Whenever the word "stream" turns up in a line of the data below, copy that line.

_Material for the task:_

---+---

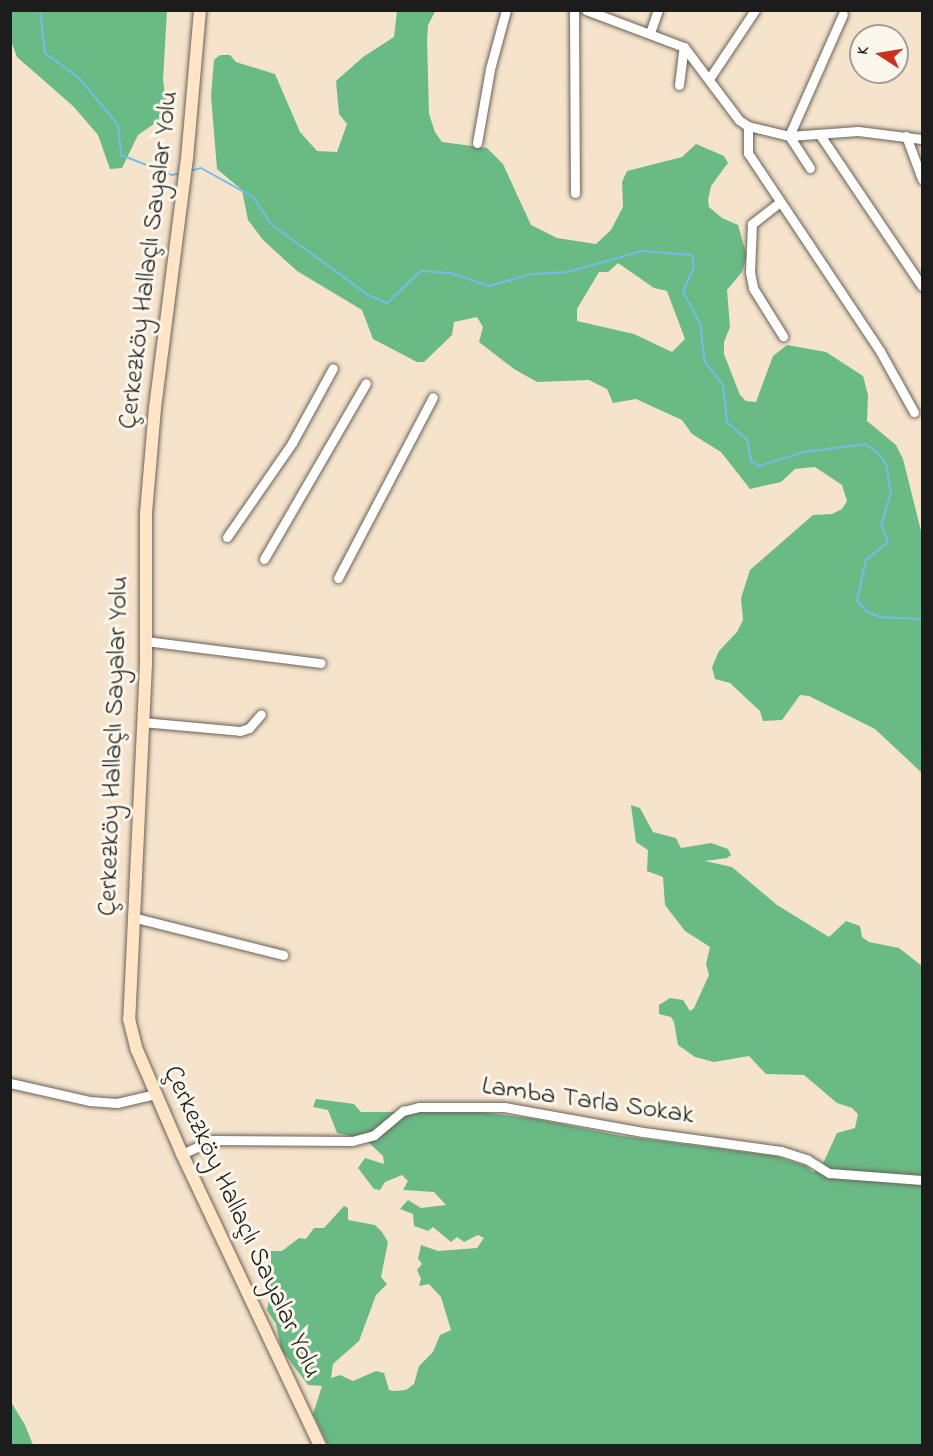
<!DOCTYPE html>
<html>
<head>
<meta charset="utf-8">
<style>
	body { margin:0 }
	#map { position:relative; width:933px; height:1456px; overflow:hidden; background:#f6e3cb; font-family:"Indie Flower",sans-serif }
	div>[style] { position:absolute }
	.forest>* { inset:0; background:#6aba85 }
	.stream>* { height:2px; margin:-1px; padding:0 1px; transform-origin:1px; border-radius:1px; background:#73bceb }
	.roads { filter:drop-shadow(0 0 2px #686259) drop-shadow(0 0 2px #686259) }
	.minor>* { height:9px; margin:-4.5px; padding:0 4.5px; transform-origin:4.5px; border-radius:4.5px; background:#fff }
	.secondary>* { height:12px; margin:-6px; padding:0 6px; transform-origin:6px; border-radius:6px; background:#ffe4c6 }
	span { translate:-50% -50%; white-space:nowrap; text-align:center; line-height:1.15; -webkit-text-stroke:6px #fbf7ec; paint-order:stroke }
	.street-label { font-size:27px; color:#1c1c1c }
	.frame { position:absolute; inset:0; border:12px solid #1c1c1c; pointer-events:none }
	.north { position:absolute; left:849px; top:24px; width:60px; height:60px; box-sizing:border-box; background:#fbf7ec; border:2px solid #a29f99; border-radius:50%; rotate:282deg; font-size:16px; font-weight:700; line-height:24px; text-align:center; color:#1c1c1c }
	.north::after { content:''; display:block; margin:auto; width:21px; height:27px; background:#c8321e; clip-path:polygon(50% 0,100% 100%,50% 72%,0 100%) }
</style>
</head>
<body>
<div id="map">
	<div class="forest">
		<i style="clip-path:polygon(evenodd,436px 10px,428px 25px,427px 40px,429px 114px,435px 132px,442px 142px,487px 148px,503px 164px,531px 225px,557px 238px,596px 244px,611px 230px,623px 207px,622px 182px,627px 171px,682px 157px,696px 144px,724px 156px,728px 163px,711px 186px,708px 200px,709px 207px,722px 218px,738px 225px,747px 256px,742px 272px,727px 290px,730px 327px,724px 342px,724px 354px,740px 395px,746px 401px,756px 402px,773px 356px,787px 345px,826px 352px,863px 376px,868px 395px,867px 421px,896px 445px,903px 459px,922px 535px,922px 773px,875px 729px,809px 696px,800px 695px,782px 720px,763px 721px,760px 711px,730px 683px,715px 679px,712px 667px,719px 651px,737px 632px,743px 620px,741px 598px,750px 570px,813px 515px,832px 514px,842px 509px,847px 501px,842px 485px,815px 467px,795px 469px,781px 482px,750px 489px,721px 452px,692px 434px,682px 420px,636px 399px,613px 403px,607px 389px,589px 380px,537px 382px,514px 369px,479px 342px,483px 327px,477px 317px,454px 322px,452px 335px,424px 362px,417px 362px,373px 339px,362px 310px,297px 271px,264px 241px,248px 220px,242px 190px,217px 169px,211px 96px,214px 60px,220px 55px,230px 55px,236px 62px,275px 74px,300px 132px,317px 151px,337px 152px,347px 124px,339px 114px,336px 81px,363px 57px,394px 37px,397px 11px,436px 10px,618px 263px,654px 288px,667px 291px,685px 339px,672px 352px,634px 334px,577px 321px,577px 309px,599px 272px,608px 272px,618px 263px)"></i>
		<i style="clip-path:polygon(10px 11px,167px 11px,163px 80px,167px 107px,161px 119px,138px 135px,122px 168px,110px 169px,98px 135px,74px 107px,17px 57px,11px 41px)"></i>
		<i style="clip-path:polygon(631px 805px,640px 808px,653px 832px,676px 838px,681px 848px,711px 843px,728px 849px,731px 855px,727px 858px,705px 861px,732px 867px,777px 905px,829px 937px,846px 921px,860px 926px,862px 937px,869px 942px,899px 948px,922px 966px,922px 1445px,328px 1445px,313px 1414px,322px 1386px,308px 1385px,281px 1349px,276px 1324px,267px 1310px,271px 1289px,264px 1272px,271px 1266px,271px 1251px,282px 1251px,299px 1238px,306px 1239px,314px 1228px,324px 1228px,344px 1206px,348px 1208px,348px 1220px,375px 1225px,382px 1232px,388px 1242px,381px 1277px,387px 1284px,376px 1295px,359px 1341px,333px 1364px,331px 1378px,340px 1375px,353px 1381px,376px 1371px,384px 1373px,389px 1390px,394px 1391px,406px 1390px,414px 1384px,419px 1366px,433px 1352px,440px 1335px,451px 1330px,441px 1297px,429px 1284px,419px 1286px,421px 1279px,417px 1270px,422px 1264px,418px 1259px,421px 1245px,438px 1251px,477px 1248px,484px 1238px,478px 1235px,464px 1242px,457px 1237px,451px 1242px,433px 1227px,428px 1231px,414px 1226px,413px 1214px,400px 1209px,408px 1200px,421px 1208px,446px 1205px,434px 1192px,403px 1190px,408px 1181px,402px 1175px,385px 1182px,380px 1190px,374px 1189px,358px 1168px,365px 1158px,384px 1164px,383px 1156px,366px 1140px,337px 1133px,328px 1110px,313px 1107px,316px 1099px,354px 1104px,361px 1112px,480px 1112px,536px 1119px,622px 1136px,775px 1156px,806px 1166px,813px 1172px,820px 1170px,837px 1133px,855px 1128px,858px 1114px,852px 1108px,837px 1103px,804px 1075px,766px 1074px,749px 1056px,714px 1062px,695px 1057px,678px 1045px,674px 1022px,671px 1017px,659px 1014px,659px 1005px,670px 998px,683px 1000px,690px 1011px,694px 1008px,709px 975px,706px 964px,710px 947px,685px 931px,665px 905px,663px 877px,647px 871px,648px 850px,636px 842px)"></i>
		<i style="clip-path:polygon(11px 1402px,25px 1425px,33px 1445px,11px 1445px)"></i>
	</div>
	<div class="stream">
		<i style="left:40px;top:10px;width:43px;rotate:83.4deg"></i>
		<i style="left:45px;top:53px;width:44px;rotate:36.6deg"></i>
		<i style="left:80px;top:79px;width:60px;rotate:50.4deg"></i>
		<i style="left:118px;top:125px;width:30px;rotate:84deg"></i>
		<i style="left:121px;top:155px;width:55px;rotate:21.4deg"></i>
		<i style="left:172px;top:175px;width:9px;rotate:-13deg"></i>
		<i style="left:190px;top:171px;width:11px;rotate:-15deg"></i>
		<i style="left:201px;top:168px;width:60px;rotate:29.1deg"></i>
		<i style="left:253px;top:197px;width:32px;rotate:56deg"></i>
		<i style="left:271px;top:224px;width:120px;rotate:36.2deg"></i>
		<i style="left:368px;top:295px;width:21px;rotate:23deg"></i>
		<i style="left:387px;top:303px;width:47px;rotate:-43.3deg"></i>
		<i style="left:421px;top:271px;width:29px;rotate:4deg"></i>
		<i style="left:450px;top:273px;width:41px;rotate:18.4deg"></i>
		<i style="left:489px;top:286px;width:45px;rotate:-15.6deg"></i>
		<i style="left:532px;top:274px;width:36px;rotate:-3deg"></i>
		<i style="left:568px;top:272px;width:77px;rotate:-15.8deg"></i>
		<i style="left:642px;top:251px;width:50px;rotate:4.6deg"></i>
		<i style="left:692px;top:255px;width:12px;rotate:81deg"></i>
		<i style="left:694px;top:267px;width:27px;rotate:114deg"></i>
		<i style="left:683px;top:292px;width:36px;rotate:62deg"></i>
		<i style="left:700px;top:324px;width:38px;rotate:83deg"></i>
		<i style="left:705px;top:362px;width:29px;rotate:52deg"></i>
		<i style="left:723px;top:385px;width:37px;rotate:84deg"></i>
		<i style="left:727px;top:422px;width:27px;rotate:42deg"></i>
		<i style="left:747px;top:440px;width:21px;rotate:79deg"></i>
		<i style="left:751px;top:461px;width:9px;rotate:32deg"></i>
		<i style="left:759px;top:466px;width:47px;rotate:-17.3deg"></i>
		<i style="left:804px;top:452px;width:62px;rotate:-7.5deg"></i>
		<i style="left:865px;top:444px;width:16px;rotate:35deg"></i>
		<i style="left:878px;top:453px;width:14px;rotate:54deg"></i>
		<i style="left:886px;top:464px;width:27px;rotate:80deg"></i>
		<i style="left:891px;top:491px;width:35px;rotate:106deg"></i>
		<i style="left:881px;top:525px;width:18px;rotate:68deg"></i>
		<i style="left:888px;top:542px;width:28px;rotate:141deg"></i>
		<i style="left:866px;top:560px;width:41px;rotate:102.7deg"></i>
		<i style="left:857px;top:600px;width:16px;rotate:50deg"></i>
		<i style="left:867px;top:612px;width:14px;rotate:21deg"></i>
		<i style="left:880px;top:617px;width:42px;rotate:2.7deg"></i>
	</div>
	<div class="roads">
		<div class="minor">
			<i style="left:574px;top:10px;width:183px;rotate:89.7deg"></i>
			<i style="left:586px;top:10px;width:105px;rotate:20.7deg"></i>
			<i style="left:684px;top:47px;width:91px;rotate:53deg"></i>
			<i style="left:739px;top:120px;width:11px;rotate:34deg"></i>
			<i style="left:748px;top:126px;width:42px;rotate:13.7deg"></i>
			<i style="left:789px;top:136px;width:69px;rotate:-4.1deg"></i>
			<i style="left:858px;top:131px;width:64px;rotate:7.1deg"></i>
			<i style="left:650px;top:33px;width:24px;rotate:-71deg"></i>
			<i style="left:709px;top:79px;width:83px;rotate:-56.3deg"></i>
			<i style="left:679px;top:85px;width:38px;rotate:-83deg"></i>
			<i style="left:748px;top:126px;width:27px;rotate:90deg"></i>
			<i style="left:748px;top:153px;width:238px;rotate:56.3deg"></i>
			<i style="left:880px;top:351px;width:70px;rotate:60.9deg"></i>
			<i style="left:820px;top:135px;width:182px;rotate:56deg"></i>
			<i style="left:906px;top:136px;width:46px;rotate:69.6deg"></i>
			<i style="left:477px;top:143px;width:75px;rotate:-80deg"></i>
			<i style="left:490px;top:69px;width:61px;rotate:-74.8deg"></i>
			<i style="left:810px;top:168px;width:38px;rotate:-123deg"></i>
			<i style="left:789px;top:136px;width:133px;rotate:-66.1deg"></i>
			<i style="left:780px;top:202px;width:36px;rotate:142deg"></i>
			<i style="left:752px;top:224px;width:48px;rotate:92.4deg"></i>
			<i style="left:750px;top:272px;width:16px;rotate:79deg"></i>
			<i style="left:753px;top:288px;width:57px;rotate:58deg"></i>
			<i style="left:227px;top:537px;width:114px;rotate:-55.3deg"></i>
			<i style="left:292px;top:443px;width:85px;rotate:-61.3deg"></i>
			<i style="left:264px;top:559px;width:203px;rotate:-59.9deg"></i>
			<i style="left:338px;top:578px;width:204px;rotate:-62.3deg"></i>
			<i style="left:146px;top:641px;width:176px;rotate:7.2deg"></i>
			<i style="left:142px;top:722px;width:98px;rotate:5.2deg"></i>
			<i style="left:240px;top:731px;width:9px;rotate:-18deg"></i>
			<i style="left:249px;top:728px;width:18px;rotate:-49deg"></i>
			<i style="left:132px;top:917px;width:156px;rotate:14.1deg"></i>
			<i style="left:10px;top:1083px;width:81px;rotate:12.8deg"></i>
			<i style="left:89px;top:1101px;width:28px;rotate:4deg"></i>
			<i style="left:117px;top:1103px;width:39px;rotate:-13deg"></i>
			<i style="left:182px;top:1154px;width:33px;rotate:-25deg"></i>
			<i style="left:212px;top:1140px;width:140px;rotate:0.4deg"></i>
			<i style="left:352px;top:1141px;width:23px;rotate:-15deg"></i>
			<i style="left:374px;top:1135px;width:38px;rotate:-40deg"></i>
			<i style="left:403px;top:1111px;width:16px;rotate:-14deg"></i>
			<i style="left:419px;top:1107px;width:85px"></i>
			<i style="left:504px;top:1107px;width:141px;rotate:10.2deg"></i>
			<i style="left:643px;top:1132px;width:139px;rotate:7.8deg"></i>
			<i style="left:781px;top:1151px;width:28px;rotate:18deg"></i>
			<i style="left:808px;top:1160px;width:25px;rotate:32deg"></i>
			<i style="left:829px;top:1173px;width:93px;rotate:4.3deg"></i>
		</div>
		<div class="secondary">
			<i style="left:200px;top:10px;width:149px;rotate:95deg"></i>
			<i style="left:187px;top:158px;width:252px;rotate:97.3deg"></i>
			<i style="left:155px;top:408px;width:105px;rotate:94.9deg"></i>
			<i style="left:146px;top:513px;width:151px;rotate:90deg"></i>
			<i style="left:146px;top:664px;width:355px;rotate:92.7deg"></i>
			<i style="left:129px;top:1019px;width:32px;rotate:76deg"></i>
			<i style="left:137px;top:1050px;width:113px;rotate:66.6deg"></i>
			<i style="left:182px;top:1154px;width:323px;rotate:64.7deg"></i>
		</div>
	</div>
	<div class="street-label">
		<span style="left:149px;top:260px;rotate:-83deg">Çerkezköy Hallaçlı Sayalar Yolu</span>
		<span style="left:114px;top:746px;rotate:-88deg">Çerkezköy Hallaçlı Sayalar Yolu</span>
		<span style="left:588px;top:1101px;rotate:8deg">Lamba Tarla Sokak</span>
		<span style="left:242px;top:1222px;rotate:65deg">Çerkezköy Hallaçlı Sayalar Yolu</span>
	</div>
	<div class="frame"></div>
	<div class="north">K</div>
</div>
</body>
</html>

---+---

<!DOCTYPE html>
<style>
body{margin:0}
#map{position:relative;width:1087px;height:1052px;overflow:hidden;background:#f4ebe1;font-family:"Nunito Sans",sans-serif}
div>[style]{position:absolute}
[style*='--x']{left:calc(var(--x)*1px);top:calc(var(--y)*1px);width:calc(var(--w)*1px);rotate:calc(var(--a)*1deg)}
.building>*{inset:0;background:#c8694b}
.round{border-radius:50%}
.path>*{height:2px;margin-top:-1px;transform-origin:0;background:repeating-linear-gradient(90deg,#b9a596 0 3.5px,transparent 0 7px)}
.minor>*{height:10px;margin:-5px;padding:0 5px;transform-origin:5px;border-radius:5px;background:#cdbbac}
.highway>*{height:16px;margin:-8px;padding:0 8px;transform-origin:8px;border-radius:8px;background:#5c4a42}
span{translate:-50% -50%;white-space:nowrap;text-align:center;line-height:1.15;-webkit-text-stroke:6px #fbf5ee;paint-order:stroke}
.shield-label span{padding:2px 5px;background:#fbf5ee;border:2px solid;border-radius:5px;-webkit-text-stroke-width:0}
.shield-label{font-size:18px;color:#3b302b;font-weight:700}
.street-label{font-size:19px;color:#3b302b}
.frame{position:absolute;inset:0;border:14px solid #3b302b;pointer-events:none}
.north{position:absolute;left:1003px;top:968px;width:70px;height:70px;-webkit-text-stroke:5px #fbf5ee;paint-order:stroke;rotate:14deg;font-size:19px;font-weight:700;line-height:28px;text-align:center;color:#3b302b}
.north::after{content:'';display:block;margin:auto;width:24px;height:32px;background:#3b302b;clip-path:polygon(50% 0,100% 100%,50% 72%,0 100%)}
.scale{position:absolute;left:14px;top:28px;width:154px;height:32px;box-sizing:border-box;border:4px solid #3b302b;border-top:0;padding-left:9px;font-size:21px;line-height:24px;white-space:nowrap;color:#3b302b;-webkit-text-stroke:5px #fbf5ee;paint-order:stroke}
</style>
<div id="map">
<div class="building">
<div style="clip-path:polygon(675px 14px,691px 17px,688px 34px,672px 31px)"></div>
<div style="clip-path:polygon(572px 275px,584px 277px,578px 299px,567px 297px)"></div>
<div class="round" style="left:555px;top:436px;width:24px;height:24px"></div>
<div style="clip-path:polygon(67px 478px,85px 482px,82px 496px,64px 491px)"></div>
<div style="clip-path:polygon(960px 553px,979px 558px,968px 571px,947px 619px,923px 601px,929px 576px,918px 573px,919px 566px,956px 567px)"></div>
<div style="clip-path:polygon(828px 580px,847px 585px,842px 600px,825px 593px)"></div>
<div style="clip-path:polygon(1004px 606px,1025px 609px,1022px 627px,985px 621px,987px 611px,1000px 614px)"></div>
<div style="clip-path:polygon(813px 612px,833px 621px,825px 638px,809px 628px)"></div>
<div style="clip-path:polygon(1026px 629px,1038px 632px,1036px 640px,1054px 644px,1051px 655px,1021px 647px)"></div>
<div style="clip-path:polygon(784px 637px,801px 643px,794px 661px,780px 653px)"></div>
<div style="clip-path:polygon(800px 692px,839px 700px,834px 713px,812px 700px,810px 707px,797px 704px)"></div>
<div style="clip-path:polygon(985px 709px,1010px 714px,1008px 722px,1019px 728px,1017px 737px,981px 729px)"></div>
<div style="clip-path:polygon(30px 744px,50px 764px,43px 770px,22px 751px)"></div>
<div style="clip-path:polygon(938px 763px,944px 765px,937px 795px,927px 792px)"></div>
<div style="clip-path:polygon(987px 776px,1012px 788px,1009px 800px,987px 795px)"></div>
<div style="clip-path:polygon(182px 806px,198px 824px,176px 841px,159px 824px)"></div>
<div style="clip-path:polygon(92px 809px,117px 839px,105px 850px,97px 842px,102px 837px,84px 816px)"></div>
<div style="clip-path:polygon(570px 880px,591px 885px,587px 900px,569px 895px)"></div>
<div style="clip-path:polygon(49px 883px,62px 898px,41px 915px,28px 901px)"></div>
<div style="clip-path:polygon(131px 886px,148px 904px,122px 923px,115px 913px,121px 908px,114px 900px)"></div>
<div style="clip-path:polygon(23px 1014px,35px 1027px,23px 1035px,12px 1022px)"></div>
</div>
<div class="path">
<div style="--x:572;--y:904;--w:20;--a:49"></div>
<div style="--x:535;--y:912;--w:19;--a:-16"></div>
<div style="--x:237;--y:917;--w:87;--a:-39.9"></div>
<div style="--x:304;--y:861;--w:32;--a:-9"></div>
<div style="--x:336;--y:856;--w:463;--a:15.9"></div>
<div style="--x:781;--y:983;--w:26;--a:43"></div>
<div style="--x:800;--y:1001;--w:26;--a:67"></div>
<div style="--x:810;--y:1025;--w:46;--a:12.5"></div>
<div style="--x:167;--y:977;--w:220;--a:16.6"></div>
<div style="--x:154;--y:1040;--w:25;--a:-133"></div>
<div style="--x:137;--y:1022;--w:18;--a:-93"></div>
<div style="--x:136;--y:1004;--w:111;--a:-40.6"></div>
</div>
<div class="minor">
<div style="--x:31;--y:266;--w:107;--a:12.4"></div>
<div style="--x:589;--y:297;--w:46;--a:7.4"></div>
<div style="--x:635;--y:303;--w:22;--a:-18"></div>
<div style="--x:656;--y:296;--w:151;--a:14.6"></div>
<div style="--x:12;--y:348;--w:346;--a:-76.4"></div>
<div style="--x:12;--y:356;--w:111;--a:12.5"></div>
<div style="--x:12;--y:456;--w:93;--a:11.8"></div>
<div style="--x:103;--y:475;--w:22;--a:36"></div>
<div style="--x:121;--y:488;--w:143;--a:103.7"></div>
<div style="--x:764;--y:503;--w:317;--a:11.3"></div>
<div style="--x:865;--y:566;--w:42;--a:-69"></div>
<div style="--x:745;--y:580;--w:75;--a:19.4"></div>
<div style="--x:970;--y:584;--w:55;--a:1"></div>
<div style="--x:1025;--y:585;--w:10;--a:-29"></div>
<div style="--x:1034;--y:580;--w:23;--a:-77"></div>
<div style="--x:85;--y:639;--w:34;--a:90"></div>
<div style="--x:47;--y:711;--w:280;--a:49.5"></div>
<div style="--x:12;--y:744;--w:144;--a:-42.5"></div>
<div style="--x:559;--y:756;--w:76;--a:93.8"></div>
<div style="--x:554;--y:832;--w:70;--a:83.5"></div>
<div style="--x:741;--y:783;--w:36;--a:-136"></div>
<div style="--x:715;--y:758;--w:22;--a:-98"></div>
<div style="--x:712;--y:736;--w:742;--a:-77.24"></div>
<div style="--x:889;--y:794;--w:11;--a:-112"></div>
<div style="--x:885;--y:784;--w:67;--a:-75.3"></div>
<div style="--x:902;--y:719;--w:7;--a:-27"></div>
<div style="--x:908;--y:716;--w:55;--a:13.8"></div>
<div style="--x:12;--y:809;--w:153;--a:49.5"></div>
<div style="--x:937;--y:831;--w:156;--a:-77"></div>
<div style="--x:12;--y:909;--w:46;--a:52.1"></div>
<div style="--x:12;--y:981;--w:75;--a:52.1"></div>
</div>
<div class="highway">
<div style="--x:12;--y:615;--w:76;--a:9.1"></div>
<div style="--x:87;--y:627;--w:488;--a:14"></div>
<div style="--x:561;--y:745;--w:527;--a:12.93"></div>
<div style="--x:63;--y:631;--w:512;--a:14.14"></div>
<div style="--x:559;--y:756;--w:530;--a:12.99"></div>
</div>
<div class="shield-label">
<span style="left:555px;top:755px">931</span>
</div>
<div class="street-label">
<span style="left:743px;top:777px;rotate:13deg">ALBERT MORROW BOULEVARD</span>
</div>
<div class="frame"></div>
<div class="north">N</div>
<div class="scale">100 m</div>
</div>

---+---

_Answer box:_
	.stream>* { height:2px; margin:-1px; padding:0 1px; transform-origin:1px; border-radius:1px; background:#73bceb }
	<div class="stream">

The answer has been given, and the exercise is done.